I actually made myself a year older.  Here I am, almost on the eve of my birthday (July 25).  I was thinking I was actually a year older than I am.  Is that idiotic, or what?  I need all the days, weeks, and months I can get.  Maybe my mistake was due to the fact that I really don't give a you-know-what about things like age.  Or race, creed, religion, sex.  I do tend to judge people on whether or not they're literate, whether or not they're kind, or if they have any class.  There.  A confession.  One of many to come, I'm sure.  Class is defined as an indeterminate something. It has nothing to do with money or birth and everything to do with attitude. 

I can't always tell when someone has class, but I can immediately tell when they don't. 

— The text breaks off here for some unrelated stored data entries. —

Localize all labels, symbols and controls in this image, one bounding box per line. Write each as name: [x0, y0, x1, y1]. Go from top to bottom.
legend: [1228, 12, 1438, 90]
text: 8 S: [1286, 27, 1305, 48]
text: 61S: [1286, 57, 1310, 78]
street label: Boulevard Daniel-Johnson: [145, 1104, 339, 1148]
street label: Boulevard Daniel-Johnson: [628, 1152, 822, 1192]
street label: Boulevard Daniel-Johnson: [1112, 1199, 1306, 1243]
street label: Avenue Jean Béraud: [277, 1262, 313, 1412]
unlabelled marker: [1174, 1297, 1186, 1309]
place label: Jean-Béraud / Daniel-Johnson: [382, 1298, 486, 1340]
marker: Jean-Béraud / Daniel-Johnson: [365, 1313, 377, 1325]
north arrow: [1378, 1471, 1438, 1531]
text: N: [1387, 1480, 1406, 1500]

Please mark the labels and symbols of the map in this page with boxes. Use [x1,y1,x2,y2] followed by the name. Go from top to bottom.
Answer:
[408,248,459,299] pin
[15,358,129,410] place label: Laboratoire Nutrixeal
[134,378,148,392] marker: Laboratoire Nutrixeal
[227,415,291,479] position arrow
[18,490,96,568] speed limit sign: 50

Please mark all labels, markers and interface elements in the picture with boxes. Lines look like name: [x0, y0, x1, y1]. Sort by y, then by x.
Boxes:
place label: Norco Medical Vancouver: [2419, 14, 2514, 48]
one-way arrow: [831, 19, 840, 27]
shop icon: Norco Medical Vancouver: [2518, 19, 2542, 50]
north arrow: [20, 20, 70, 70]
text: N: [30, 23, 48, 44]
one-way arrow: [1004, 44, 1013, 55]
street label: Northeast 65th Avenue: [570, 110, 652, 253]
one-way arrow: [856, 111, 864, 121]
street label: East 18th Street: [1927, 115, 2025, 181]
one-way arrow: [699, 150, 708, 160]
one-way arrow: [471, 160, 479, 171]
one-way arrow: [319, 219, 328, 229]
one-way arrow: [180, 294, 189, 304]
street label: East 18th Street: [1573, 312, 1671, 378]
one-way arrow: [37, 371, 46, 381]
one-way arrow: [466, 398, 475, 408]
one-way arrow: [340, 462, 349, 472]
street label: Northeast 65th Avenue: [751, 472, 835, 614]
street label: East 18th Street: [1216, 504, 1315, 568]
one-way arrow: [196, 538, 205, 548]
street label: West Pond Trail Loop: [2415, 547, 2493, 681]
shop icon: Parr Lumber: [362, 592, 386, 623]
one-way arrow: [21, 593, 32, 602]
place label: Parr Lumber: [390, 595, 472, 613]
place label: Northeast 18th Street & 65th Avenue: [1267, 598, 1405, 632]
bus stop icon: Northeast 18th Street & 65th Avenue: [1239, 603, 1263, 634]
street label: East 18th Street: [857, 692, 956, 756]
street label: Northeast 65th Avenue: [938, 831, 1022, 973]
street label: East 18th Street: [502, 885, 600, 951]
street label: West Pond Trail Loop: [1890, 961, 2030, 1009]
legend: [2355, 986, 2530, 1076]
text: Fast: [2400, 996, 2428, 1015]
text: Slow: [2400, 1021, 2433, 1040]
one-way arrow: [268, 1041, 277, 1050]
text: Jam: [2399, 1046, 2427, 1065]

Next point:  The other day I happened to read a review of one of my books on a Blog.  Now, scathing reviews are nothing new.  Here's what I think.  You plunk down your hard earned money for my books expecting something in return.  If you don't get it, you have every right in the world to complain.  However, most readers don't realize they bring at least half of the reading equation.  Bad mood?  Fight with your significant other?  Getting hassled at work?  Those things have some bearing on the experience.  The woman who reviewed my book did so with some of the most vile and vicious comments I've ever read.  I don't contest her right to have or voice her opinion. 

Here's what threw me for a loop.  Blogwoman is a would-be writer.  I wasn't the only writer to be excoriated.  Her comments about some other writers were:  untalented, passionless, boring, must have slept with the publisher.  

Is she nuts? 

Three very important lessons: 

1.  What goes around comes around.  2.  Words mean things.  3.  People remember rudeness.